Stored data entries
• • • •
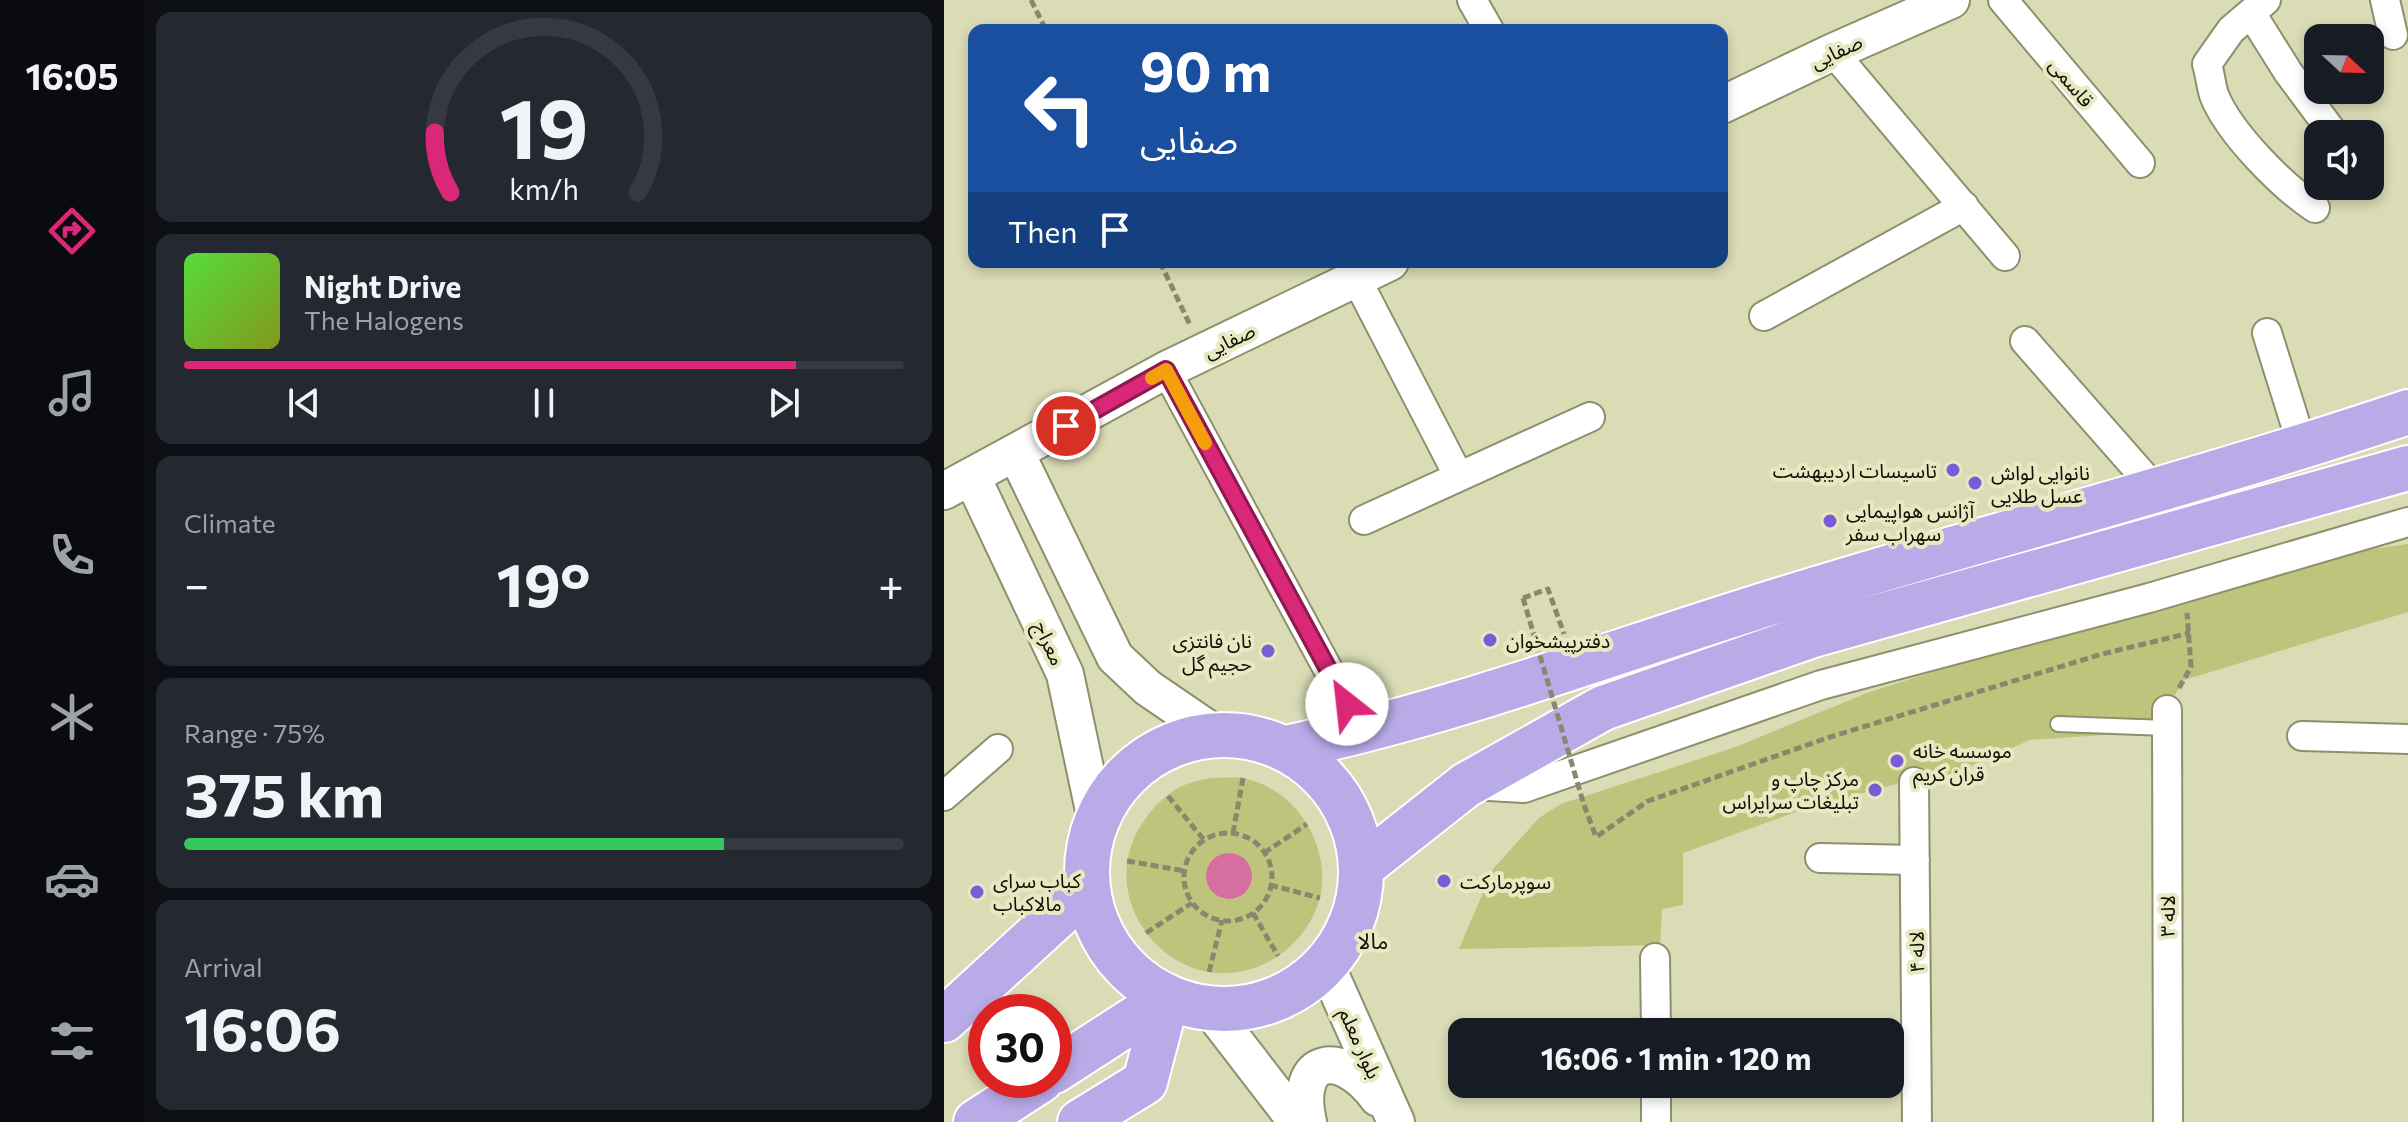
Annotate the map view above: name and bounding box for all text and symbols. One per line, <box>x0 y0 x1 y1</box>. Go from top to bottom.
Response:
north arrow <box>2304 24 2384 104</box>
map controls <box>2304 24 2384 200</box>
street label: صفایی <box>1806 29 1866 74</box>
text: 90 m <box>1140 35 1271 104</box>
text: 16:05 <box>26 53 118 97</box>
street label: قاسمی <box>2044 53 2099 112</box>
icon: left <box>1008 56 1112 160</box>
text: 19 <box>500 74 588 176</box>
text: صفایی <box>1140 116 1238 160</box>
button: sound <box>2304 120 2384 200</box>
text: km/h <box>509 171 579 206</box>
icon: directions <box>44 203 100 259</box>
icon: arrive <box>1093 208 1137 252</box>
text: Then <box>1008 212 1077 249</box>
text: Night Drive <box>304 267 461 304</box>
text: The Halogens <box>304 304 464 335</box>
street label: صفایی <box>1199 317 1259 364</box>
icon: music <box>44 365 100 421</box>
icon: previous <box>282 381 326 425</box>
icon: pause <box>522 381 566 425</box>
icon: next <box>762 381 806 425</box>
pin <box>1032 392 1100 460</box>
icon: arrive <box>1044 404 1088 448</box>
place label: تاسیسات اردیبهشت <box>1773 458 1937 483</box>
place label: نانوایی لواش عسل طلایی <box>1991 460 2090 508</box>
marker: تاسیسات اردیبهشت <box>1944 461 1962 479</box>
marker: نانوایی لواش عسل طلایی <box>1966 474 1984 492</box>
place label: آژانس هواپیمایی سهراب سفر <box>1845 498 1975 546</box>
text: Climate <box>184 507 276 538</box>
marker: آژانس هواپیمایی سهراب سفر <box>1821 512 1839 530</box>
icon: phone <box>44 527 100 583</box>
text: 19° <box>496 546 591 619</box>
text: − <box>184 556 209 610</box>
text: + <box>878 556 904 610</box>
street label: معراج <box>1026 617 1071 671</box>
place label: نان فانتزی حجیم گل <box>1173 628 1252 679</box>
place label: دفترپیشخوان <box>1506 628 1610 654</box>
marker: دفترپیشخوان <box>1481 631 1499 649</box>
marker: نان فانتزی حجیم گل <box>1259 642 1277 660</box>
position arrow <box>1305 662 1389 746</box>
icon: climate <box>44 689 100 745</box>
text: Range · 75% <box>184 717 325 748</box>
place label: موسسه خانه قران کریم <box>1913 738 2012 789</box>
marker: موسسه خانه قران کریم <box>1888 752 1906 770</box>
text: 375 km <box>184 756 384 829</box>
place label: مرکز چاپ و تبلیغات سرایراس <box>1723 766 1859 814</box>
marker: مرکز چاپ و تبلیغات سرایراس <box>1866 781 1884 799</box>
icon: car <box>44 851 100 907</box>
place label: کباب سرای مالاکباب <box>993 868 1081 915</box>
place label: سوپرمارکت <box>1460 869 1551 895</box>
marker: سوپرمارکت <box>1435 872 1453 890</box>
marker: کباب سرای مالاکباب <box>968 883 986 901</box>
street label: لاله ۳ <box>2155 895 2179 937</box>
district label: مالا <box>1358 927 1388 954</box>
street label: لاله ۴ <box>1904 931 1928 973</box>
text: Arrival <box>184 951 263 982</box>
text: 16:06 <box>184 990 341 1063</box>
speed limit sign: 30 <box>968 994 1072 1098</box>
street label: بلوار معلم <box>1331 1004 1387 1084</box>
icon: filters <box>44 1013 100 1069</box>
text: 16:06 · 1 min · 120 m <box>1541 1039 1811 1076</box>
• • • •
All of the data above needs to be given again exactly. Leave out each image.

[SOLUTION FOR THIS TASK]:
Annotate the map view above: name and bounding box for all text and symbols. One per line, <box>x0 y0 x1 y1</box>. Go from top to bottom.
Response:
north arrow <box>2304 24 2384 104</box>
map controls <box>2304 24 2384 200</box>
street label: صفایی <box>1806 29 1866 74</box>
text: 90 m <box>1140 35 1271 104</box>
text: 16:05 <box>26 53 118 97</box>
street label: قاسمی <box>2044 53 2099 112</box>
icon: left <box>1008 56 1112 160</box>
text: 19 <box>500 74 588 176</box>
text: صفایی <box>1140 116 1238 160</box>
button: sound <box>2304 120 2384 200</box>
text: km/h <box>509 171 579 206</box>
icon: directions <box>44 203 100 259</box>
icon: arrive <box>1093 208 1137 252</box>
text: Then <box>1008 212 1077 249</box>
text: Night Drive <box>304 267 461 304</box>
text: The Halogens <box>304 304 464 335</box>
street label: صفایی <box>1199 317 1259 364</box>
icon: music <box>44 365 100 421</box>
icon: previous <box>282 381 326 425</box>
icon: pause <box>522 381 566 425</box>
icon: next <box>762 381 806 425</box>
pin <box>1032 392 1100 460</box>
icon: arrive <box>1044 404 1088 448</box>
place label: تاسیسات اردیبهشت <box>1773 458 1937 483</box>
place label: نانوایی لواش عسل طلایی <box>1991 460 2090 508</box>
marker: تاسیسات اردیبهشت <box>1944 461 1962 479</box>
marker: نانوایی لواش عسل طلایی <box>1966 474 1984 492</box>
place label: آژانس هواپیمایی سهراب سفر <box>1845 498 1975 546</box>
text: Climate <box>184 507 276 538</box>
marker: آژانس هواپیمایی سهراب سفر <box>1821 512 1839 530</box>
icon: phone <box>44 527 100 583</box>
text: 19° <box>496 546 591 619</box>
text: − <box>184 556 209 610</box>
text: + <box>878 556 904 610</box>
street label: معراج <box>1026 617 1071 671</box>
place label: نان فانتزی حجیم گل <box>1173 628 1252 679</box>
place label: دفترپیشخوان <box>1506 628 1610 654</box>
marker: دفترپیشخوان <box>1481 631 1499 649</box>
marker: نان فانتزی حجیم گل <box>1259 642 1277 660</box>
position arrow <box>1305 662 1389 746</box>
icon: climate <box>44 689 100 745</box>
text: Range · 75% <box>184 717 325 748</box>
place label: موسسه خانه قران کریم <box>1913 738 2012 789</box>
marker: موسسه خانه قران کریم <box>1888 752 1906 770</box>
text: 375 km <box>184 756 384 829</box>
place label: مرکز چاپ و تبلیغات سرایراس <box>1723 766 1859 814</box>
marker: مرکز چاپ و تبلیغات سرایراس <box>1866 781 1884 799</box>
icon: car <box>44 851 100 907</box>
place label: کباب سرای مالاکباب <box>993 868 1081 915</box>
place label: سوپرمارکت <box>1460 869 1551 895</box>
marker: سوپرمارکت <box>1435 872 1453 890</box>
marker: کباب سرای مالاکباب <box>968 883 986 901</box>
street label: لاله ۳ <box>2155 895 2179 937</box>
district label: مالا <box>1358 927 1388 954</box>
street label: لاله ۴ <box>1904 931 1928 973</box>
text: Arrival <box>184 951 263 982</box>
text: 16:06 <box>184 990 341 1063</box>
speed limit sign: 30 <box>968 994 1072 1098</box>
street label: بلوار معلم <box>1331 1004 1387 1084</box>
icon: filters <box>44 1013 100 1069</box>
text: 16:06 · 1 min · 120 m <box>1541 1039 1811 1076</box>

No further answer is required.